## YOUR ASSIGNMENT
Stopping at the line that holds "0 #ccc9c6) drop-shadow(-2px", repeat the lines below exactly, starting from the very first and including that final line.
[[ RECORDS FOR THE EXERCISE open ]]
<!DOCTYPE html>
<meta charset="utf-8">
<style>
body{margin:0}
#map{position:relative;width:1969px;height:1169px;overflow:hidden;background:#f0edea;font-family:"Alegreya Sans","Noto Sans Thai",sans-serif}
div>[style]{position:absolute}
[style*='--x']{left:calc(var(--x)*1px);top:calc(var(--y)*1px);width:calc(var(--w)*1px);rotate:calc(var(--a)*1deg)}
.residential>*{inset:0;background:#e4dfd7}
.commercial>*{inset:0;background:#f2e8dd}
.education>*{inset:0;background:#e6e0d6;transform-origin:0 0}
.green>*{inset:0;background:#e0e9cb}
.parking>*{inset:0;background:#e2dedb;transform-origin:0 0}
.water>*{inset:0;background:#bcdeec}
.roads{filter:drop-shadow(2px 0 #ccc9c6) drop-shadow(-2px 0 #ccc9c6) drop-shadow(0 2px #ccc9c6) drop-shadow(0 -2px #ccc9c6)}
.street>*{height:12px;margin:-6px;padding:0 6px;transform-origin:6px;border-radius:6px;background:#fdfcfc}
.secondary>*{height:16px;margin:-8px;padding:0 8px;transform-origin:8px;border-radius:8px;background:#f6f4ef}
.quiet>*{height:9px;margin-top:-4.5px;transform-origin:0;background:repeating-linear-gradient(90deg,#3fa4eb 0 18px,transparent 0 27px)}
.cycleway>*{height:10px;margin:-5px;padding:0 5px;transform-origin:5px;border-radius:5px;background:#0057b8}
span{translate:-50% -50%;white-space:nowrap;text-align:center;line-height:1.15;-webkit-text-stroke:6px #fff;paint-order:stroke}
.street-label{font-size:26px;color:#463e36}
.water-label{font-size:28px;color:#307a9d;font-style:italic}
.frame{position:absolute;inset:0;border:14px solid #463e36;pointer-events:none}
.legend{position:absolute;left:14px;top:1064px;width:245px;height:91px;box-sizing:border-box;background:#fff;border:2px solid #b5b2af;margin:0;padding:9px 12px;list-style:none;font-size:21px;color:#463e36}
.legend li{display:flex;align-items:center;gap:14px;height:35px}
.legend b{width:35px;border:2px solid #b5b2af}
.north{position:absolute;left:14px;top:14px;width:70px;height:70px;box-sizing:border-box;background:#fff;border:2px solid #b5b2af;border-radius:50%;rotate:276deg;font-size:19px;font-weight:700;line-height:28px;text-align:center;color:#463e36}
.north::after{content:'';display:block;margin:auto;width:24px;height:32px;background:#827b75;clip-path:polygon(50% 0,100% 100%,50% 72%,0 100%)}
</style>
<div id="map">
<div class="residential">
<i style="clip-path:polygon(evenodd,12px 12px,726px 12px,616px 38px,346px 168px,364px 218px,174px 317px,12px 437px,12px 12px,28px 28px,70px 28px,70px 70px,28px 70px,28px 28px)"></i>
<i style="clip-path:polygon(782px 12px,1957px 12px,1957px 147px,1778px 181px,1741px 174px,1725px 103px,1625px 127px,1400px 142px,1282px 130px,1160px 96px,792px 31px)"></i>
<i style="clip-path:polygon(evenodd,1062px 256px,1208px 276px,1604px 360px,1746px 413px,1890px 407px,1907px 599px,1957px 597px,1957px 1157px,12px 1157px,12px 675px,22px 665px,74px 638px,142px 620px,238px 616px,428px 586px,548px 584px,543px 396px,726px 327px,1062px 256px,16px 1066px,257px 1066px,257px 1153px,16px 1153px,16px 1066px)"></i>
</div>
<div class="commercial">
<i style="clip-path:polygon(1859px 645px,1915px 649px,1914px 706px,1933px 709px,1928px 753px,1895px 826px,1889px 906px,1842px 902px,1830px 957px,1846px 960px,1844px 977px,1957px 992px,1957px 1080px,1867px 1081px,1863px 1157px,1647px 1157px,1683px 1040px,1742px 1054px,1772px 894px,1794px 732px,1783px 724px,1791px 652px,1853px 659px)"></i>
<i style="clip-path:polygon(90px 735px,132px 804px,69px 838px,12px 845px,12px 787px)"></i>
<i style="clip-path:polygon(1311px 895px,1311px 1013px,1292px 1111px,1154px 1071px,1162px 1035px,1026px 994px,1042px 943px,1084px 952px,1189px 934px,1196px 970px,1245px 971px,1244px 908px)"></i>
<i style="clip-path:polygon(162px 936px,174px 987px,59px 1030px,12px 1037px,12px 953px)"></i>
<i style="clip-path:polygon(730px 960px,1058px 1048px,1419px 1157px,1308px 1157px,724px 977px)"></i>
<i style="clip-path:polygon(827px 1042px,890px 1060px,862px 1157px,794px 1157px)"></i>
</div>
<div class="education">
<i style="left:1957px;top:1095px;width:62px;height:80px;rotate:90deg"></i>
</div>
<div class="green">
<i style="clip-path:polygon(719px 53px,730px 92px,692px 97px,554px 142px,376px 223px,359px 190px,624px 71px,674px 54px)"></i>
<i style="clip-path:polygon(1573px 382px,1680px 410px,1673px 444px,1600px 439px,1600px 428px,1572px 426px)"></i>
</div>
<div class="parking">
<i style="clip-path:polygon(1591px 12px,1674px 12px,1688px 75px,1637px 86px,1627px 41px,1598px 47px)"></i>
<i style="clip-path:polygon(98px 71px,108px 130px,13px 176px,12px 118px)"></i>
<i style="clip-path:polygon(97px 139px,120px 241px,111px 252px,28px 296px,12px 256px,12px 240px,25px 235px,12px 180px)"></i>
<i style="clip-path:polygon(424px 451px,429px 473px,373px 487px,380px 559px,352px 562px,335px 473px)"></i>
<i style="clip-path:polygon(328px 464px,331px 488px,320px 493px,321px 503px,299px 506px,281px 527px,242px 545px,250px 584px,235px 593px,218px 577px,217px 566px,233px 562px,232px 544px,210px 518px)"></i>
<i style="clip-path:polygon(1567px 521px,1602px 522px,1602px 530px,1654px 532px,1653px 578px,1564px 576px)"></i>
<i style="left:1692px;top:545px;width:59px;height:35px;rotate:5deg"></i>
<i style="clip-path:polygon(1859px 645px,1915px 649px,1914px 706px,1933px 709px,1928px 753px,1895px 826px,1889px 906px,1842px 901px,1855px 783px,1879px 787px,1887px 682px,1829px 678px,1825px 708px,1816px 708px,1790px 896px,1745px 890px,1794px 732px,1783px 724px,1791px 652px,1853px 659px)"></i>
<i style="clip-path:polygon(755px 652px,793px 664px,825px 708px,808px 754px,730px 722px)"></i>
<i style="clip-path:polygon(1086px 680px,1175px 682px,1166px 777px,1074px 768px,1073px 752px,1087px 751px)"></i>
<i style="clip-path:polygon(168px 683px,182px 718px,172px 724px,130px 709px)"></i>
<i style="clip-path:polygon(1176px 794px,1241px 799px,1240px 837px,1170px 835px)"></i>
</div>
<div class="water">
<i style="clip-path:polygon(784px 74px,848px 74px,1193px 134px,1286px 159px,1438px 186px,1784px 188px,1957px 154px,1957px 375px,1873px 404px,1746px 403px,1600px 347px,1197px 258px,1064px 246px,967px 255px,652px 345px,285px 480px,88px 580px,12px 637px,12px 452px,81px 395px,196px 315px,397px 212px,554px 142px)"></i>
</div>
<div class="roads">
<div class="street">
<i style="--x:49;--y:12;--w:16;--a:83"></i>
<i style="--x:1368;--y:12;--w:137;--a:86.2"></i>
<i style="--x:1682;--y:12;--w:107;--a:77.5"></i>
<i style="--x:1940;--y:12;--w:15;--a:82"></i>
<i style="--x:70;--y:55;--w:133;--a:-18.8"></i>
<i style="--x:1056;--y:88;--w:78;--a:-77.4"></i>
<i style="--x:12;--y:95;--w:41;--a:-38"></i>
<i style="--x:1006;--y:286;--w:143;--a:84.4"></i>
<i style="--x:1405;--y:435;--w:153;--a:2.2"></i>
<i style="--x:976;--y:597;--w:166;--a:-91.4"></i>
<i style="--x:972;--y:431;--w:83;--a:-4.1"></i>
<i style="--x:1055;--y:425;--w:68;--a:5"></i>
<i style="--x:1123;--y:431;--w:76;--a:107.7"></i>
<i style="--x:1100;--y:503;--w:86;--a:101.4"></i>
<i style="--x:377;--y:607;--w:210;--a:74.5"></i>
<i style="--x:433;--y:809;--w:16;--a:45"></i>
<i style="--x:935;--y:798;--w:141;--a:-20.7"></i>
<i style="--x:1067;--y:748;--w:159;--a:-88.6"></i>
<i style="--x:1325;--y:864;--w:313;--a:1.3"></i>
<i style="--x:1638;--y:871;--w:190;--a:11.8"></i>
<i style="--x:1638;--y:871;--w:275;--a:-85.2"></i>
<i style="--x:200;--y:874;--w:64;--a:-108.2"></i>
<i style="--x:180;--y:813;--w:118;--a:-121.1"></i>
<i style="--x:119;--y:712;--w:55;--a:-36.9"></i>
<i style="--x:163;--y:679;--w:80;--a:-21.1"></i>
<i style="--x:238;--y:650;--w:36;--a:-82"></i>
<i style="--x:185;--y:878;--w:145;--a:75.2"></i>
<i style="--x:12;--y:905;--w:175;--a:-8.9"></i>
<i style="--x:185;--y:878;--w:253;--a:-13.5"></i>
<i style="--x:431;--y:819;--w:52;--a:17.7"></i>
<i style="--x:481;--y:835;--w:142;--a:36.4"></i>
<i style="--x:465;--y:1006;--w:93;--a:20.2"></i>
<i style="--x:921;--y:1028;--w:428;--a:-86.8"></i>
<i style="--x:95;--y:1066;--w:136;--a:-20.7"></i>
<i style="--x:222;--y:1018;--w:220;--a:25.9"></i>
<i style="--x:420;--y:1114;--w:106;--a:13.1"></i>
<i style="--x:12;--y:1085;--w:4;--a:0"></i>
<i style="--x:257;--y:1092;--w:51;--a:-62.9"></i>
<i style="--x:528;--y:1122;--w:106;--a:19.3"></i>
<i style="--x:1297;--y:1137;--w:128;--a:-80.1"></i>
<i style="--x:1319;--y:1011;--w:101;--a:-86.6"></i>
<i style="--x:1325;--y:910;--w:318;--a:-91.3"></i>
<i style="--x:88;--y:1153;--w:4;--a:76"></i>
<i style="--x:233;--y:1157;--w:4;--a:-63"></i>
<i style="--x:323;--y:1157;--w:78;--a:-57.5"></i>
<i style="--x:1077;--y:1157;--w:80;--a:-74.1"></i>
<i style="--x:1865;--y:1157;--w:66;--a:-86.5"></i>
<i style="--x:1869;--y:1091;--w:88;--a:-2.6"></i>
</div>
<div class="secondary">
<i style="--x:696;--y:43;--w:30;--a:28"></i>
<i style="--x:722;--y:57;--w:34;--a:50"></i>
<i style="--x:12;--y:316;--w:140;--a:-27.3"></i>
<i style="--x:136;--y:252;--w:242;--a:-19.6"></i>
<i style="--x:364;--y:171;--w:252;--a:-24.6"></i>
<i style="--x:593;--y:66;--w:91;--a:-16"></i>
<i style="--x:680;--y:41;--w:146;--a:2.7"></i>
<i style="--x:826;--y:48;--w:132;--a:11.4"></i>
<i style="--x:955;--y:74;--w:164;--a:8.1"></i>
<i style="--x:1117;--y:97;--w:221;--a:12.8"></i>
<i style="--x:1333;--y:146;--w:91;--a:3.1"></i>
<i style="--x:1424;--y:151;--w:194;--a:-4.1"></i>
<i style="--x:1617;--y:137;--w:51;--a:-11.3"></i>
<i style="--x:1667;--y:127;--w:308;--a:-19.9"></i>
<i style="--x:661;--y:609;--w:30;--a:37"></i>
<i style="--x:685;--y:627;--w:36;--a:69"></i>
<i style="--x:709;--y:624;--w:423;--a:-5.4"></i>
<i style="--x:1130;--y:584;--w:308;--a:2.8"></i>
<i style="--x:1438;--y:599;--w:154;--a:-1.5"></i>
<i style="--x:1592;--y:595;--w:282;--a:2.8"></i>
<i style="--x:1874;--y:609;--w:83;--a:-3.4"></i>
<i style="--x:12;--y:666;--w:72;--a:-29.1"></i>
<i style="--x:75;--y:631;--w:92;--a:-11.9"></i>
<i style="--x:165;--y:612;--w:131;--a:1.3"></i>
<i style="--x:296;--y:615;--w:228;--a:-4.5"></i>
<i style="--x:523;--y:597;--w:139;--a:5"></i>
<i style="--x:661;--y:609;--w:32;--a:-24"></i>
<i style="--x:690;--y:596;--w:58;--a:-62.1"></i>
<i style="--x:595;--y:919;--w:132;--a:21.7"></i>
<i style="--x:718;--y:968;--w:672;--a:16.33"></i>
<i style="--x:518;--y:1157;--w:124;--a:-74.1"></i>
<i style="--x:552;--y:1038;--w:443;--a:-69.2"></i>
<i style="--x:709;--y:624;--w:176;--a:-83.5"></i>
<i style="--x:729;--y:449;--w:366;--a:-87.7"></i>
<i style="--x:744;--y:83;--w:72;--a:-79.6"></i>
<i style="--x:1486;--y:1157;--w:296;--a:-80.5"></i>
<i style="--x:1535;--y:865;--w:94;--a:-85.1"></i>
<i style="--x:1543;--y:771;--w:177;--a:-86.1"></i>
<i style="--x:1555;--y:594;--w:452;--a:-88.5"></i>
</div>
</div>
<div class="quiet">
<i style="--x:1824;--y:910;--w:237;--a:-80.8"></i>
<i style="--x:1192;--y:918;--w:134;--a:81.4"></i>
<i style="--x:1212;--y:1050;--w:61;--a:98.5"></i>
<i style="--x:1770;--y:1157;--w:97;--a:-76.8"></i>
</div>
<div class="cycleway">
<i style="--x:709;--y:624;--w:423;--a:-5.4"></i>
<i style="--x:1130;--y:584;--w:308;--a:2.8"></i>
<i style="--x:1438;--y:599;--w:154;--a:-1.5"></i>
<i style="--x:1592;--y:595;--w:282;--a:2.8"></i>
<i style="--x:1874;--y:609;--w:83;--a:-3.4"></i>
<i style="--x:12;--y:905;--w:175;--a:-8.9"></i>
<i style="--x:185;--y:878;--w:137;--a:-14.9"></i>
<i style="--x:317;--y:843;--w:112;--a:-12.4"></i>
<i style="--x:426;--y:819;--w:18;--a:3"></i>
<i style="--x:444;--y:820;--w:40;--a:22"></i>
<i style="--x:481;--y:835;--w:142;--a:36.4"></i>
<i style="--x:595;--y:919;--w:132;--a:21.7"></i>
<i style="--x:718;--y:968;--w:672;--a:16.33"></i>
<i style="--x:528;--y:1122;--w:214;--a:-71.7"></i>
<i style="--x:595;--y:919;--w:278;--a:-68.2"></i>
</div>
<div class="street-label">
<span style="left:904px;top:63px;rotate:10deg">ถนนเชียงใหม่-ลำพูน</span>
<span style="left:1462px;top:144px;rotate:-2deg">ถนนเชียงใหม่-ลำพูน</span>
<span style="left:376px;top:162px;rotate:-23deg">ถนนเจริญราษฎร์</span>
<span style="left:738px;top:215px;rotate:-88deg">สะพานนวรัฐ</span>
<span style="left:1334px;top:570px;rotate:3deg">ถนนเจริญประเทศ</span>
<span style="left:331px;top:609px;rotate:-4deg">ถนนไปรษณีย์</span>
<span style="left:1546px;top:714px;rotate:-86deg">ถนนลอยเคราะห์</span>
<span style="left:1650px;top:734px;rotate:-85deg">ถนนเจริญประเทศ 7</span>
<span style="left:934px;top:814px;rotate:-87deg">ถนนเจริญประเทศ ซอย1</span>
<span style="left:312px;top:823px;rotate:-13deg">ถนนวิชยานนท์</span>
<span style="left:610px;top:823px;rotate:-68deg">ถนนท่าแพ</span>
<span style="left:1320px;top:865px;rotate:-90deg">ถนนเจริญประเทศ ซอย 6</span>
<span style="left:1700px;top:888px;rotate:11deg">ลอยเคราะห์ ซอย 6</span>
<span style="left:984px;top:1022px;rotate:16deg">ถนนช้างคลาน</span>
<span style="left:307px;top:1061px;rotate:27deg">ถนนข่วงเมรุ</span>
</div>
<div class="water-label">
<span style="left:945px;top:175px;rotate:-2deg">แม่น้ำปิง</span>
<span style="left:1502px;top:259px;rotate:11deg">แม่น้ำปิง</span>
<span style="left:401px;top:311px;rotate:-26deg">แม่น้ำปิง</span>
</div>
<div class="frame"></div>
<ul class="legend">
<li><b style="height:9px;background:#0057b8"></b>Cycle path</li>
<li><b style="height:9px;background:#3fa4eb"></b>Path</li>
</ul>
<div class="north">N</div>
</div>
[[ RECORDS FOR THE EXERCISE closed ]]
## ANSWER BELOW
<!DOCTYPE html>
<meta charset="utf-8">
<style>
body{margin:0}
#map{position:relative;width:1969px;height:1169px;overflow:hidden;background:#f0edea;font-family:"Alegreya Sans","Noto Sans Thai",sans-serif}
div>[style]{position:absolute}
[style*='--x']{left:calc(var(--x)*1px);top:calc(var(--y)*1px);width:calc(var(--w)*1px);rotate:calc(var(--a)*1deg)}
.residential>*{inset:0;background:#e4dfd7}
.commercial>*{inset:0;background:#f2e8dd}
.education>*{inset:0;background:#e6e0d6;transform-origin:0 0}
.green>*{inset:0;background:#e0e9cb}
.parking>*{inset:0;background:#e2dedb;transform-origin:0 0}
.water>*{inset:0;background:#bcdeec}
.roads{filter:drop-shadow(2px 0 #ccc9c6) drop-shadow(-2px 0 #ccc9c6) drop-shadow(0 2px #ccc9c6) drop-shadow(0 -2px #ccc9c6)}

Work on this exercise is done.